The goal of IntervalArithmetics.jl is to bring this method to the Julia ecosystem, without sacrificing Julia's flexibility. To reach this objective, we must face a difficult challenge: how to guarantee that interval computations stay rigorous while seamlessly being performed in codes that are, in general, unaware of the existence of interval arithmetic?
In this talk, I will present the strategies that we have implemented for the 1.0 version of the package which allows safe and easy use of rigorous interval computations in Julia, and how it can be applied to root-finding problems.
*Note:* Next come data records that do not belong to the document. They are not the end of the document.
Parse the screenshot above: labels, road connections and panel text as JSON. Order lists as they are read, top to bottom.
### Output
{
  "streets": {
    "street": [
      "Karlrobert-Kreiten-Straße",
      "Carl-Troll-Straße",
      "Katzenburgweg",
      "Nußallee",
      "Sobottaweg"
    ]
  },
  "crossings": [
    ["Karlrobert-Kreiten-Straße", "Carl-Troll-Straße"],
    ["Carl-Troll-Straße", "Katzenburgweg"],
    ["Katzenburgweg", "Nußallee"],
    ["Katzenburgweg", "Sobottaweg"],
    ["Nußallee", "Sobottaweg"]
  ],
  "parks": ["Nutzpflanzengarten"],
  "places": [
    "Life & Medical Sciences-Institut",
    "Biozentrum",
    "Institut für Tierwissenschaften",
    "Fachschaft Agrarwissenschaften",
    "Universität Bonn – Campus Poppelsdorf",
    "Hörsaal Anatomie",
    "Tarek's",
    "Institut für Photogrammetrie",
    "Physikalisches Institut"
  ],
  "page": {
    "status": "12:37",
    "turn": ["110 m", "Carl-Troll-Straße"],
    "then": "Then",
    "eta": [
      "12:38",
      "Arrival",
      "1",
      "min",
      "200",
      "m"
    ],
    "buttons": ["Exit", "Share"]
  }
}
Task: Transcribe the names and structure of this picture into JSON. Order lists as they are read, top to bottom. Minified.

Traditionally, computers work with single numbers, represented as floating points. However, this approach does not provide any guarantee, whether on the calculation itself (due to the accumulation of numerical inaccuracies), or on the behavior of the computation in between sampled points. By instead working with intervals, arbitrary floating point computations can be extended to give rigorous bounds on the true result of a computation, which in turn allows drawing meaningful and provably correct conclusions.
Interval packages in other languages only allow their interval type to interact with other intervals. This grants them full control on the behavior of intervals, at the cost that user code often needs to be rewritten to become compatible with intervals. Thanks to multiple dispatch, in Julia, the situation is different, and intervals can be injected in arbitrary code, often requiring no adaptation from the user. However, when trying to build a rigorous and highly interoperable interval package in Julia, a few major questions arise that are absent for other implentations:
- How should intervals interact with "normal" numbers, whose origin is unknown? An inaccurate number could poison a whole computation.
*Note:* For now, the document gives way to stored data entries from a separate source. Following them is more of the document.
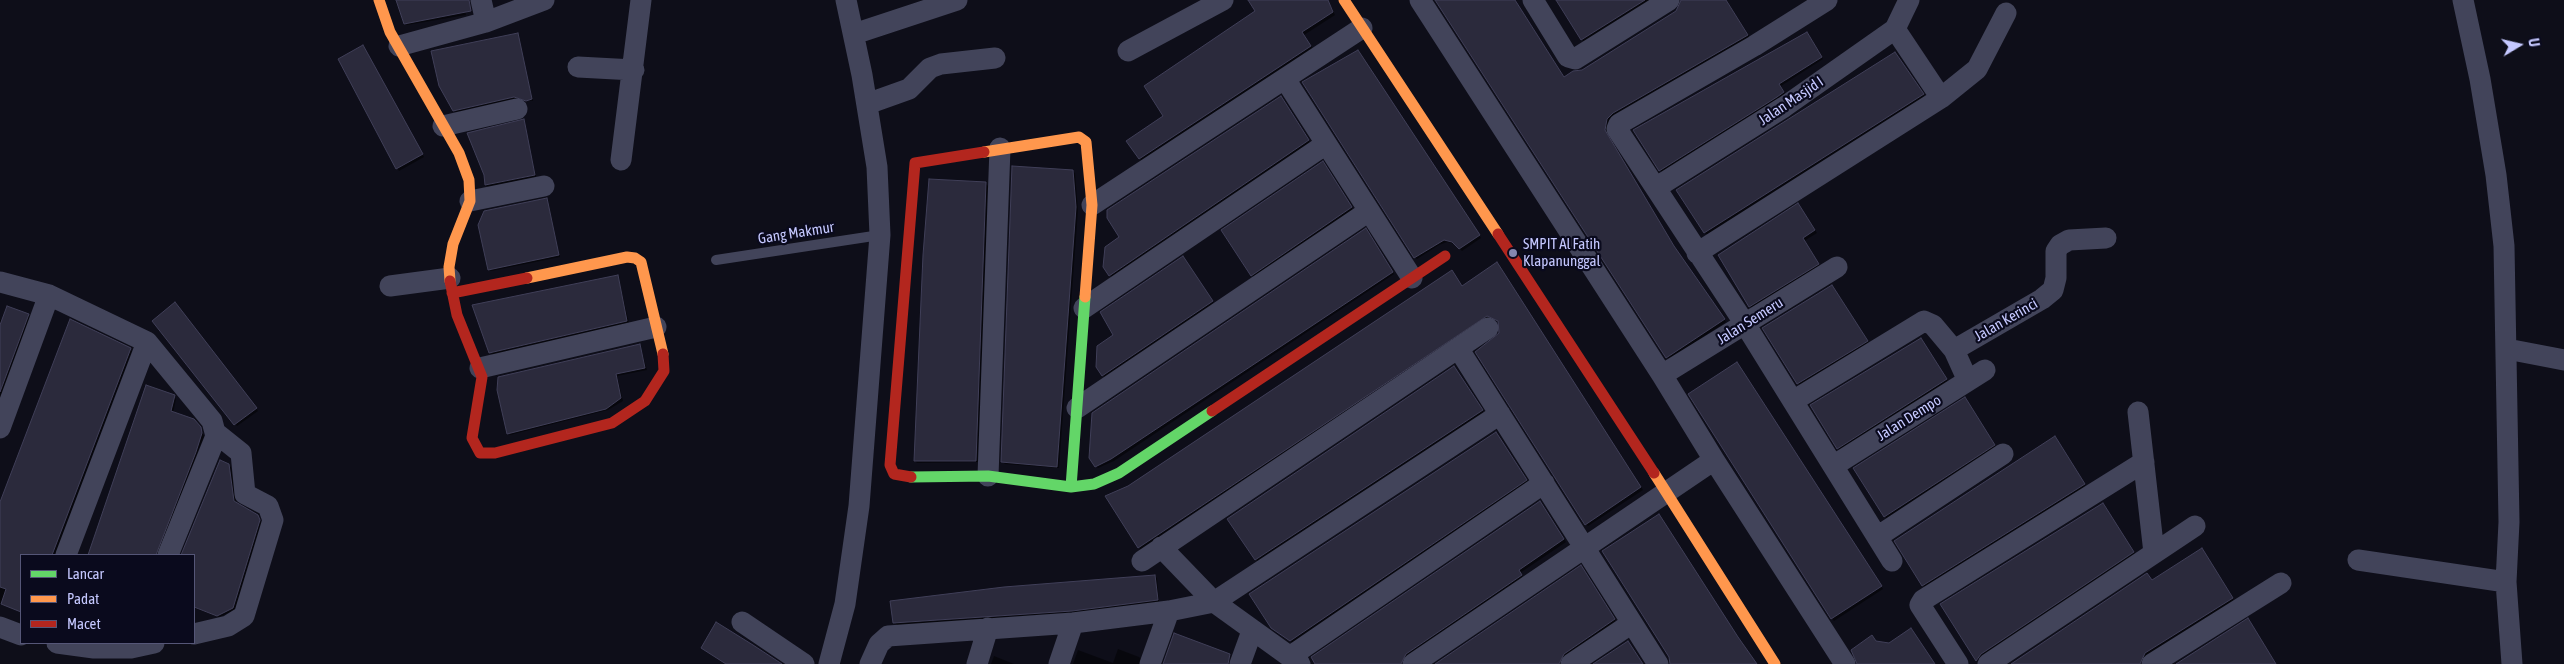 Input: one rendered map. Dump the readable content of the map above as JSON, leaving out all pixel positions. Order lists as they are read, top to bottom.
{
  "streets": {
    "street": [
      "Jalan Masjid I",
      "Jalan Kerinci",
      "Jalan Semeru",
      "Jalan Dempo"
    ],
    "lane": ["Gang Makmur"]
  },
  "crossings": [
    ["Jalan Kerinci", "Jalan Dempo"]
  ],
  "places": ["SMPIT Al Fatih Klapanunggal"],
  "legend": ["Lancar", "Padat", "Macet"],
  "north": "right"
} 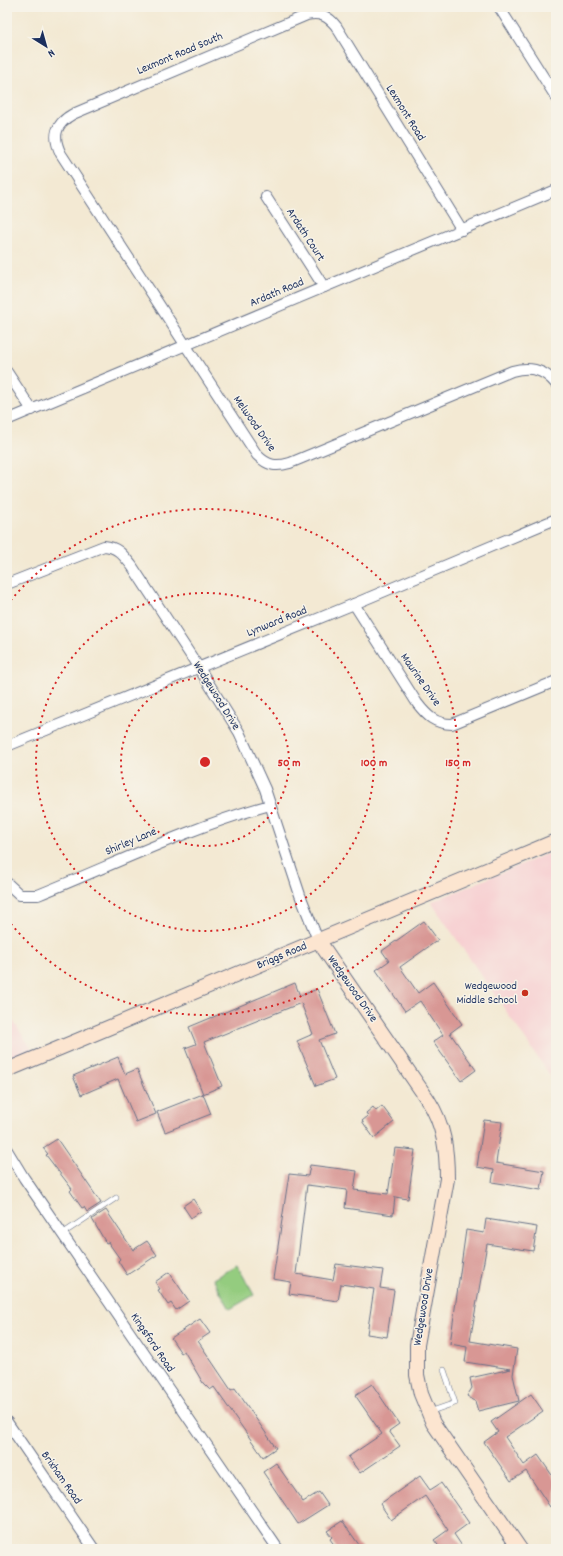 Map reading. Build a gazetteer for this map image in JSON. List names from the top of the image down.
{
  "streets": {
    "street": [
      "Lexmont Road South",
      "Lexmont Road",
      "Ardath Court",
      "Ardath Road",
      "Melwood Drive",
      "Lynward Road",
      "Maurine Drive",
      "Wedgewood Drive",
      "Shirley Lane",
      "Briggs Road",
      "Kingsford Road",
      "Brixham Road"
    ]
  },
  "crossings": [
    ["Lexmont Road South", "Lexmont Road"],
    ["Lexmont Road South", "Melwood Drive"],
    ["Lexmont Road", "Ardath Road"],
    ["Ardath Court", "Ardath Road"],
    ["Ardath Road", "Melwood Drive"],
    ["Lynward Road", "Maurine Drive"],
    ["Lynward Road", "Wedgewood Drive"],
    ["Wedgewood Drive", "Shirley Lane"],
    ["Wedgewood Drive", "Briggs Road"]
  ],
  "places": ["Wedgewood Middle School"],
  "north": "bottom right",
  "rings": ["50 m", "100 m", "150 m"]
}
- How should common operations be extended to intervals? Arithmetic operations (e.g. +, /) have a clear interval counterpart (defined in the corresponding IEEE standard), but boolean ones (e.g. ==, or issubset for multidimensional interval boxes) are subject to interpretation, and require, in general, the use of ternary logic which is likely incompatible with user code.
In this talk, I will introduce the general idea and techniques of interval arithmetic, before presenting our solution to those challenges specific to Julia: using a system of flags to store the quality of the interval computation, balancing usability and strictness, and some of the tools we introduced to streamline the experience of exigent users.
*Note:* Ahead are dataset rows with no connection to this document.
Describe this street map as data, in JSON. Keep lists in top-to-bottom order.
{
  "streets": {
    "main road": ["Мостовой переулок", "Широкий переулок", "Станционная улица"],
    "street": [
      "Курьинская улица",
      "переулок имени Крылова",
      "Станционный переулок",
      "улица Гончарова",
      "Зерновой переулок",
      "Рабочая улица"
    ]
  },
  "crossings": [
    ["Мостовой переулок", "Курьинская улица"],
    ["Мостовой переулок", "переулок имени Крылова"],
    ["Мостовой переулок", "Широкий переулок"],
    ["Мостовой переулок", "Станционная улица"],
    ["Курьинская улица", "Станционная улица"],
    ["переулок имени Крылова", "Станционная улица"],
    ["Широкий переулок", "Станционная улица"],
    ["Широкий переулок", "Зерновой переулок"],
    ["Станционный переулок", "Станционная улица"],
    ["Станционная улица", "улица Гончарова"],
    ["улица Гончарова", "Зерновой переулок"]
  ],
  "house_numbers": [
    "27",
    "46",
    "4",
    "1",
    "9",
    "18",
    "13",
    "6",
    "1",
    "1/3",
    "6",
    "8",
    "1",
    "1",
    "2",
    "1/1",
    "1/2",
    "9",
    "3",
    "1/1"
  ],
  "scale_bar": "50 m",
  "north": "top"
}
Then, I will showcase how intervals can be used in unaware code, through two successful applications of our work:
- The interoperability of IntervalArithmetic.jl with ForwardDiff.jl, which, thanks to a small package extension, provides guaranteed bounds on the derivative of arbitrary functions.
- The rigorous determination of all roots of a function with IntervalRootFinding.jl, which itself relies on ForwardDiff.jl, and can be used to prove the existence or absence of solutions of an equation in a given domain.